§ Stored data:
□ □ □ □ □
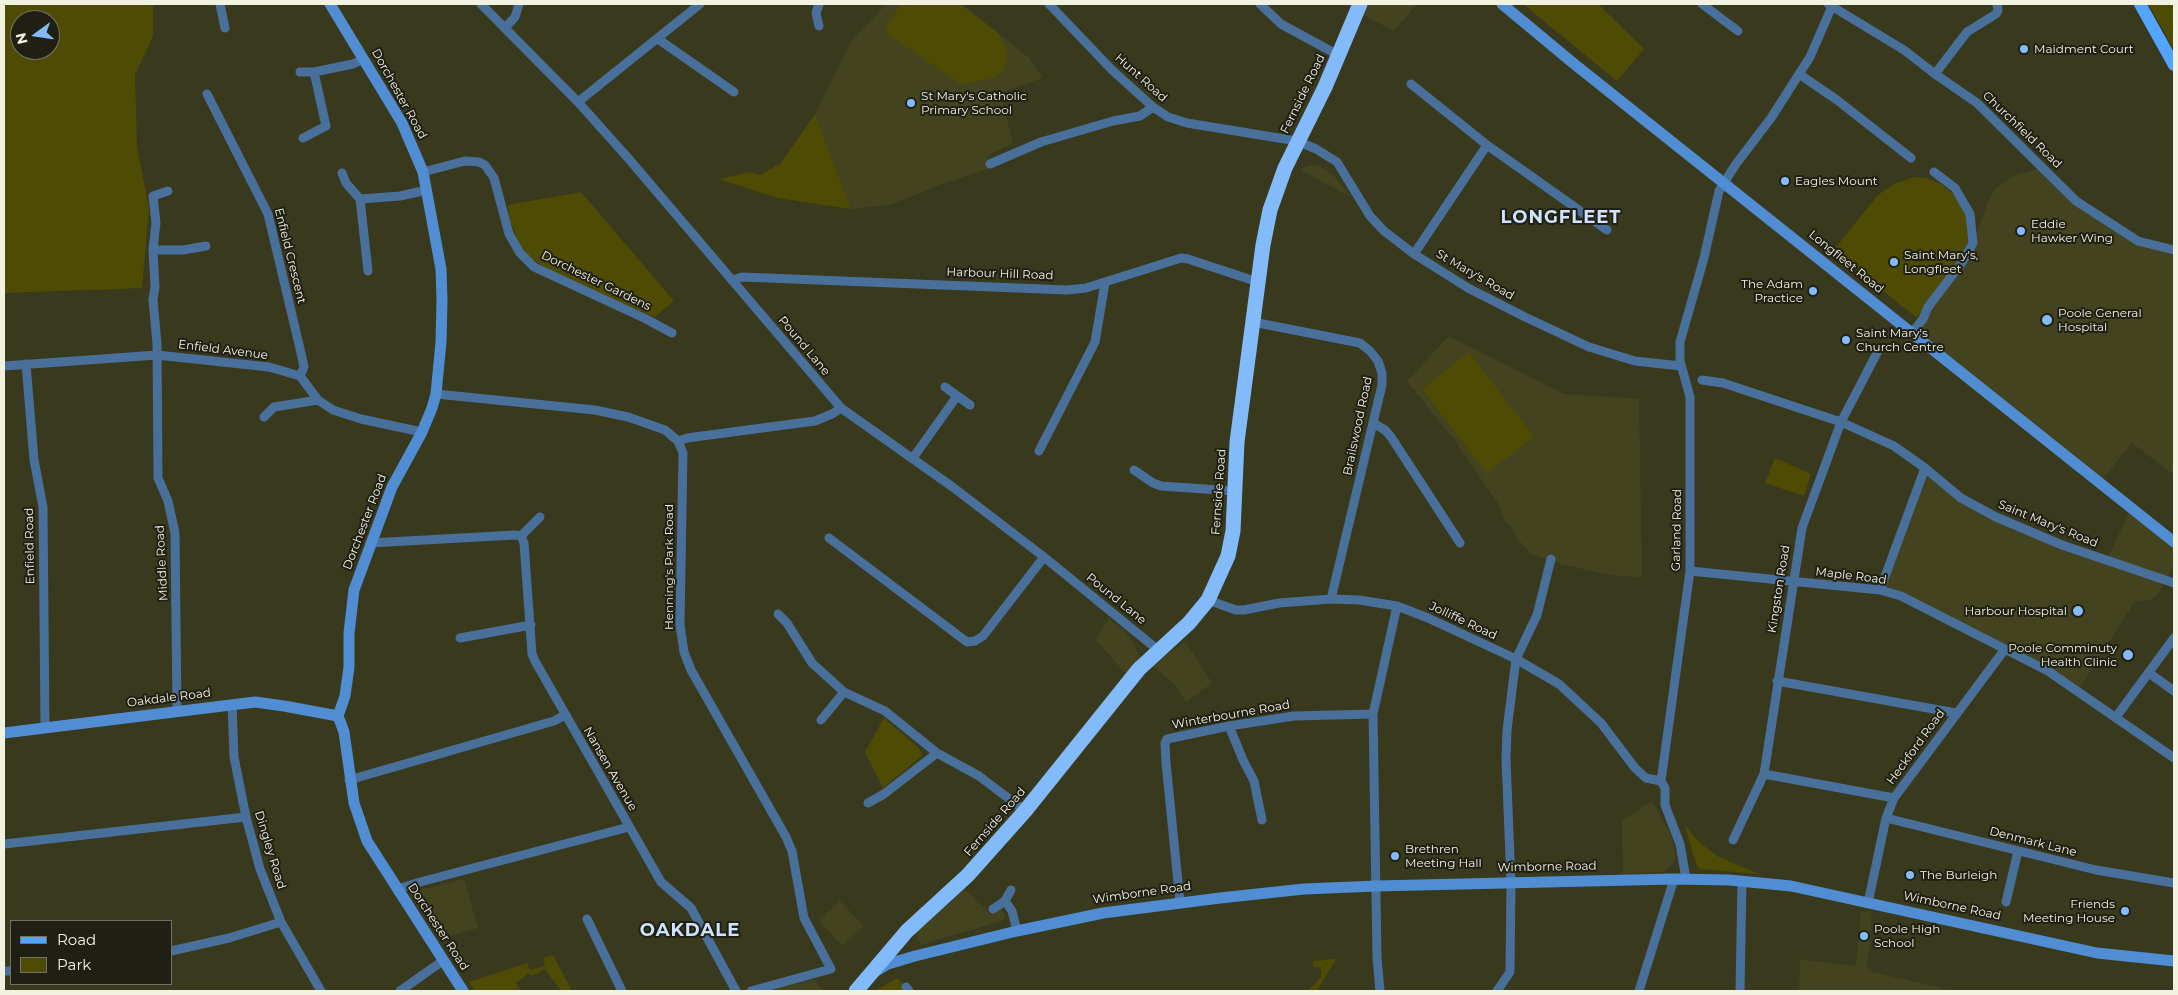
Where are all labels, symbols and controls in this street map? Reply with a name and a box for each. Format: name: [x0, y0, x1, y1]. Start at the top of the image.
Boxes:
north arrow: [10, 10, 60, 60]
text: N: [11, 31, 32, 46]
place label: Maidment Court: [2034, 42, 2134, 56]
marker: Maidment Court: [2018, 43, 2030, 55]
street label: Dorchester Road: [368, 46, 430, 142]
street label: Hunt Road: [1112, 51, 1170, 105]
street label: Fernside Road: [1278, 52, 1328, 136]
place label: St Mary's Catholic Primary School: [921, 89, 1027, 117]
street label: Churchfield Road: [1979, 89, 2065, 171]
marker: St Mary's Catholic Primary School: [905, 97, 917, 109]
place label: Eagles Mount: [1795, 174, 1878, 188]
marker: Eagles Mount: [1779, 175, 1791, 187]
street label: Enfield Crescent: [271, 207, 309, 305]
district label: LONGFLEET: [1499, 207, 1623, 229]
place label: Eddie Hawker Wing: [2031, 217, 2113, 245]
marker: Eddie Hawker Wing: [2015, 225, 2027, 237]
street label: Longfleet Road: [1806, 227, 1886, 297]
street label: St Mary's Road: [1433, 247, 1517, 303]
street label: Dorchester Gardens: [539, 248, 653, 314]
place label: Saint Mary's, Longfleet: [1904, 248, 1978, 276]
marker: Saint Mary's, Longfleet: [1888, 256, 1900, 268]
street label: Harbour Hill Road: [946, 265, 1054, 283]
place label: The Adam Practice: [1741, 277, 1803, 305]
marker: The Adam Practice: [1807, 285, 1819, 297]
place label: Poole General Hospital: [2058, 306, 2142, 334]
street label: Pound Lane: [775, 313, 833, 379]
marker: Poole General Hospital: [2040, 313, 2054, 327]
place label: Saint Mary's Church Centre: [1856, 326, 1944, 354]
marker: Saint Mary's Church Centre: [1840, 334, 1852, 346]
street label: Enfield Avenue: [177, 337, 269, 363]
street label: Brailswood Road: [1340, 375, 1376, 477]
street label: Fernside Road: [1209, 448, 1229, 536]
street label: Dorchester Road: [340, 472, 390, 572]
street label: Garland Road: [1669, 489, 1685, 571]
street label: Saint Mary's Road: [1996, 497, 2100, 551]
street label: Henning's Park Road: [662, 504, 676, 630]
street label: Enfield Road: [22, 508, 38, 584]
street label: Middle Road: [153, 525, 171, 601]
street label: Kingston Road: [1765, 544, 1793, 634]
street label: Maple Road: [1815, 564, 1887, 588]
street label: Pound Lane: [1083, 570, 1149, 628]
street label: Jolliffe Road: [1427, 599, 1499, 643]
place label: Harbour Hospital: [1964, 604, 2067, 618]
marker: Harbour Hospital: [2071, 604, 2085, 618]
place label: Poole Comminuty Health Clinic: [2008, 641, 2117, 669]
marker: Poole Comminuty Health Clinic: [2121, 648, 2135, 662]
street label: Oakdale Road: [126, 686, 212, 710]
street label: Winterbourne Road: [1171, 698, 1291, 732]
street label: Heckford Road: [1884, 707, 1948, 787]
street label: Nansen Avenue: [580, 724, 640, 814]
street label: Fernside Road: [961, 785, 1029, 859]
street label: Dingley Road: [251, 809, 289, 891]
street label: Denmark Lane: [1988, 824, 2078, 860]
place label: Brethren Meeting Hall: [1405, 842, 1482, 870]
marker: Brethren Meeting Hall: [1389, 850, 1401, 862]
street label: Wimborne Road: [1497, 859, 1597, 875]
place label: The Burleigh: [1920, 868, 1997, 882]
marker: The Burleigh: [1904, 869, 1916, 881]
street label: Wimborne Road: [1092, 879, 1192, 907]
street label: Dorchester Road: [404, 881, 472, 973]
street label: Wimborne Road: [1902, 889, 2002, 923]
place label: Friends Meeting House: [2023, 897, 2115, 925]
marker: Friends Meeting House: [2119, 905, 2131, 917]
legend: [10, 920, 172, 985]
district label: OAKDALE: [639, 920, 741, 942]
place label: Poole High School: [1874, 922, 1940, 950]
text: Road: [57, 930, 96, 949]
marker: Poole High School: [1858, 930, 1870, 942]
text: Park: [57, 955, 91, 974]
□ □ □ □ □
Each line above where the word "Mount" occurs should be returned in full.

§ TASK OUTPUT:
place label: Eagles Mount: [1795, 174, 1878, 188]
marker: Eagles Mount: [1779, 175, 1791, 187]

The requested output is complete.